Metadata-Version: 2.4
Name: migration-workbench
Version: 0.1.3
Summary: Reusable profiler and importer chassis for tabular migrations
Author-email: Eric Allatta <ericallatta@gmail.com>
License: MIT License
        
        Copyright (c) 2026 Eric Allatta and migration-workbench contributors
        
        Permission is hereby granted, free of charge, to any person obtaining a copy
        of this software and associated documentation files (the "Software"), to deal
        in the Software without restriction, including without limitation the rights
        to use, copy, modify, merge, publish, distribute, sublicense, and/or sell
        copies of the Software, and to permit persons to whom the Software is
        furnished to do so, subject to the following conditions:
        
        The above copyright notice and this permission notice shall be included in all
        copies or substantial portions of the Software.
        
        THE SOFTWARE IS PROVIDED "AS IS", WITHOUT WARRANTY OF ANY KIND, EXPRESS OR
        IMPLIED, INCLUDING BUT NOT LIMITED TO THE WARRANTIES OF MERCHANTABILITY,
        FITNESS FOR A PARTICULAR PURPOSE AND NONINFRINGEMENT. IN NO EVENT SHALL THE
        AUTHORS OR COPYRIGHT HOLDERS BE LIABLE FOR ANY CLAIM, DAMAGES OR OTHER
        LIABILITY, WHETHER IN AN ACTION OF CONTRACT, TORT OR OTHERWISE, ARISING FROM,
        OUT OF OR IN CONNECTION WITH THE SOFTWARE OR THE USE OR OTHER DEALINGS IN THE
        SOFTWARE.
        
Project-URL: Homepage, https://github.com/MrAllatta/migration-workbench
Project-URL: Repository, https://github.com/MrAllatta/migration-workbench
Project-URL: Issues, https://github.com/MrAllatta/migration-workbench/issues
Keywords: django,migration,tabular,workbook,import,profiler
Classifier: Development Status :: 4 - Beta
Classifier: Environment :: Web Environment
Classifier: Framework :: Django
Classifier: Framework :: Django :: 5.0
Classifier: Framework :: Django :: 5.1
Classifier: Framework :: Django :: 5.2
Classifier: Intended Audience :: Developers
Classifier: License :: OSI Approved :: MIT License
Classifier: Operating System :: OS Independent
Classifier: Programming Language :: Python
Classifier: Programming Language :: Python :: 3
Classifier: Programming Language :: Python :: 3.11
Classifier: Programming Language :: Python :: 3.12
Classifier: Programming Language :: Python :: 3.13
Classifier: Topic :: Software Development :: Libraries :: Python Modules
Requires-Python: >=3.11
Description-Content-Type: text/markdown
License-File: LICENSE
Requires-Dist: Django<6.0,>=5.0
Requires-Dist: gunicorn>=22.0
Requires-Dist: whitenoise<7,>=6.6
Requires-Dist: google-api-python-client
Requires-Dist: google-auth
Requires-Dist: google-auth-oauthlib
Requires-Dist: PyYAML>=6.0
Requires-Dist: requests>=2.31
Provides-Extra: dev
Requires-Dist: pytest; extra == "dev"
Requires-Dist: pytest-django; extra == "dev"
Requires-Dist: black; extra == "dev"
Requires-Dist: build>=1.2; extra == "dev"
Requires-Dist: twine>=5.0; extra == "dev"
Provides-Extra: release
Requires-Dist: build>=1.2; extra == "release"
Requires-Dist: twine>=5.0; extra == "release"
Dynamic: license-file

# migration-workbench

Reusable Django chassis for **tabular workbook → app migrations**: connectors pull from spreadsheets (Google Sheets) or Coda; profiling produces deterministic bundles; importers validate and apply with structured summaries; the workbook app turns profiles into schema-contract YAML for product repos to harden into real models.

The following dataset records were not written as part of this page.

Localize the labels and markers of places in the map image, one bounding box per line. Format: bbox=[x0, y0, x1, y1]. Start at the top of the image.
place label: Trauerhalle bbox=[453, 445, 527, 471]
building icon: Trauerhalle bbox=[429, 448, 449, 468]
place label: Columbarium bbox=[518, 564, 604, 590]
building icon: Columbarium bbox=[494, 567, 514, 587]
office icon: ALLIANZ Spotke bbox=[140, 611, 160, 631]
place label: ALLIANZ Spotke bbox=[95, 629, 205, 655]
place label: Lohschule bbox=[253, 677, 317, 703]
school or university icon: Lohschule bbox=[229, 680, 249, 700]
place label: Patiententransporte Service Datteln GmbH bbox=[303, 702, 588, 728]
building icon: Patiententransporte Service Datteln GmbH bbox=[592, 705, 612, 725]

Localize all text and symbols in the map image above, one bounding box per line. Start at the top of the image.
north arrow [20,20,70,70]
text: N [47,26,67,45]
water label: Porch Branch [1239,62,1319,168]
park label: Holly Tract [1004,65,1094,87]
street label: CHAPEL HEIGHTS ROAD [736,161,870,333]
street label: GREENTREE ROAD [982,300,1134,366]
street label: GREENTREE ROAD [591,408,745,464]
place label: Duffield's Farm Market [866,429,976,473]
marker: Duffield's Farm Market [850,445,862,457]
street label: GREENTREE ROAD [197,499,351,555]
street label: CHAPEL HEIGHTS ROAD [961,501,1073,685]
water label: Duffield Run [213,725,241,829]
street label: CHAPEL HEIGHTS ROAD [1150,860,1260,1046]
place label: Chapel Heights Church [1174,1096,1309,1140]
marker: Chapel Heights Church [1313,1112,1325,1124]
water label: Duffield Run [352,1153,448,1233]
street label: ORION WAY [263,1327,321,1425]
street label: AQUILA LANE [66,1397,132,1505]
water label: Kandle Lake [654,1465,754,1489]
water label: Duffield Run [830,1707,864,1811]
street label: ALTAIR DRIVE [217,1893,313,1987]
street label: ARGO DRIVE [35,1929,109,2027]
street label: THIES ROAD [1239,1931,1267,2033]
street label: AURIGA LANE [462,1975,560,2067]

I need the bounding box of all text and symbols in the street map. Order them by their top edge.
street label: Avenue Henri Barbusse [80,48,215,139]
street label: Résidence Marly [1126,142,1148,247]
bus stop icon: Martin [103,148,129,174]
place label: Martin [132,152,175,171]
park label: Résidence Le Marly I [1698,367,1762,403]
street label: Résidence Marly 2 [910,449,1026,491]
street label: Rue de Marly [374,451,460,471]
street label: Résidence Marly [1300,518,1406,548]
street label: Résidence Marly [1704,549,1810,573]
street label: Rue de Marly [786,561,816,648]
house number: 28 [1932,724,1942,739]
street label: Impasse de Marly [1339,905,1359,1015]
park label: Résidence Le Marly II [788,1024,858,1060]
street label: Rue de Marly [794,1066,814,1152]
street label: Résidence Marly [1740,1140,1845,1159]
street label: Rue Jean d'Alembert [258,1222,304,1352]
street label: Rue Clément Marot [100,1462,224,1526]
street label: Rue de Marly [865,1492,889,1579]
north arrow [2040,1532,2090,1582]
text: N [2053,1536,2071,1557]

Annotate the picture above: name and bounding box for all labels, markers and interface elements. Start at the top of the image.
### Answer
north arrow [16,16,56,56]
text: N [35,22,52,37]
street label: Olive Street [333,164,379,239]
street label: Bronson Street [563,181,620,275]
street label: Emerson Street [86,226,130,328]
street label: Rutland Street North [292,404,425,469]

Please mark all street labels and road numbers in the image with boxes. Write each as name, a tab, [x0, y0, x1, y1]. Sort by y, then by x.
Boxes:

**PyPI:** [migration-workbench](https://pypi.org/project/migration-workbench/) — `pip install migration-workbench` (import package `migration_workbench` uses underscores).

## Who it is for

- **Product teams** moving messy spreadsheet truth into a maintainable Django app.
- **Single-operator or small teams** who want a repeatable pipeline (profile → contract → import) instead of one-off scripts.
- **Django-adjacent adopters** comfortable wiring `INSTALLED_APPS`, env vars, and Fly-style SQLite hosting.

## Three ways to use it

**1. As a library (recommended for product repos)**  
Add the apps you need to `INSTALLED_APPS` and wire URLs/commands in **your** Django project. Set `**DJANGO_SETTINGS_MODULE`** to your project’s settings module (not `migration_workbench.settings`) in production. Depend on a released version, e.g. `migration-workbench>=0.1.0,<1`.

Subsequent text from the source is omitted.